Gemini 12 was launched from Launch Complex 19 at Cape Canaveral on 20:46 UTC on November 11, 1966. The Gemini Agena Target Vehicle had been launched about an hour and a half before. The mission's first major objective was to rendezvous with this target vehicle. As the target and Gemini 12 capsule drew closer together, radar contact between the two deteriorated until it became unusable, forcing the crew to rendezvous manually. Aldrin used a sextant and rendezvous charts he helped create to give Lovell the right information to put the spacecraft in position to dock with the target vehicle. Gemini 12 achieved the fourth docking with an Agena target vehicle.

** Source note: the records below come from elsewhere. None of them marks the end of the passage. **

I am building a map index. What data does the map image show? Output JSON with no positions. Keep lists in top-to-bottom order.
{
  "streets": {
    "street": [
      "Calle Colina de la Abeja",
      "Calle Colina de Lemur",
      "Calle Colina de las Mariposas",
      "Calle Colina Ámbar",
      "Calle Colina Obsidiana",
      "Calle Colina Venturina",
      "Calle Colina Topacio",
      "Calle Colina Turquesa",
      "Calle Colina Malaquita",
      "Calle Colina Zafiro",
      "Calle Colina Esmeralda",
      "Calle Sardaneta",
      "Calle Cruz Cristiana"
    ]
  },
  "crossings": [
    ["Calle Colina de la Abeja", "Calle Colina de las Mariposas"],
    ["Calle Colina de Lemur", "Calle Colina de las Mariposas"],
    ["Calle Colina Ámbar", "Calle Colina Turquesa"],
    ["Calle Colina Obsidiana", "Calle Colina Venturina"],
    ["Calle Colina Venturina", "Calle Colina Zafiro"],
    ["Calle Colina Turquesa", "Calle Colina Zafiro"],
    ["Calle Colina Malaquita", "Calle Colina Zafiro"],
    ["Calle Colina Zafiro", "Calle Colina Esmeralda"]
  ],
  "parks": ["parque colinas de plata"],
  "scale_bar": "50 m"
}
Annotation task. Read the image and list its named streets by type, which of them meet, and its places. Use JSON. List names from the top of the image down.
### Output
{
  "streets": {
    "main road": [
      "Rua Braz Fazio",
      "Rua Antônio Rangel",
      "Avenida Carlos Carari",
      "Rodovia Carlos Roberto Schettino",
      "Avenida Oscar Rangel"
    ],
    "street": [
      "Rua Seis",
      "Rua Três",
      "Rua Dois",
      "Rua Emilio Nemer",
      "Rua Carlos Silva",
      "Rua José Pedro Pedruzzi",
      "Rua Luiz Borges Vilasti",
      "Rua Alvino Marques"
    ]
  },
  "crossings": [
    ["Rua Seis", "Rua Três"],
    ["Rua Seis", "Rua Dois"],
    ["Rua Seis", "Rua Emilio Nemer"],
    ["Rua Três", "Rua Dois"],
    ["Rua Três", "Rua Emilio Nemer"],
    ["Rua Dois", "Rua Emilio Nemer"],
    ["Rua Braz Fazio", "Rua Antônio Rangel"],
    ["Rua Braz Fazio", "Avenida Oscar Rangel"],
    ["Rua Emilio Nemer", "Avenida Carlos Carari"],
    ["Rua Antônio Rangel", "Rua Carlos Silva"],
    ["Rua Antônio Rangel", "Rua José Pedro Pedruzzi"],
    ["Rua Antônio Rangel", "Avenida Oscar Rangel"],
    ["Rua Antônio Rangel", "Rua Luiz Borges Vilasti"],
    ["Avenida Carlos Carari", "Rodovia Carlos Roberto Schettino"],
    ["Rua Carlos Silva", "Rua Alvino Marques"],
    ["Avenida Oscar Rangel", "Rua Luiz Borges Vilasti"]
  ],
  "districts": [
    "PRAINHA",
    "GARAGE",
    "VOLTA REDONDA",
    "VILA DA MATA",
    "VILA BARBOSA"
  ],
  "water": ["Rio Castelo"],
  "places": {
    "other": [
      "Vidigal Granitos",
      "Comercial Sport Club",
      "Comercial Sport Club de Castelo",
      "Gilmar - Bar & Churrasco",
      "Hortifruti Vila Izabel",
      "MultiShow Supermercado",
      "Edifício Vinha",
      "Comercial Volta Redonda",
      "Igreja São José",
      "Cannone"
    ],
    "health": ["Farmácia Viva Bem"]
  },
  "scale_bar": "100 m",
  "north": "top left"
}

The next task was to practice undocking and docking again. On undocking, one of the three latches caught, and Lovell had to use the Gemini's thrusters to free the spacecraft. Aldrin then docked again successfully a few minutes later. The flight plan then called for the Agena main engine to be fired to take the docked spacecraft into a higher orbit, but eight minutes after the Agena had been launched, it had suffered a loss of chamber pressure. The Mission and Flight Directors therefore decided not to risk the main engine. This would be the only mission objective that was not achieved. Instead, the Agena's secondary propulsion system was used to allow the spacecraft to view the solar eclipse of November 12, 1966, over South America, which Lovell and Aldrin photographed through the spacecraft windows.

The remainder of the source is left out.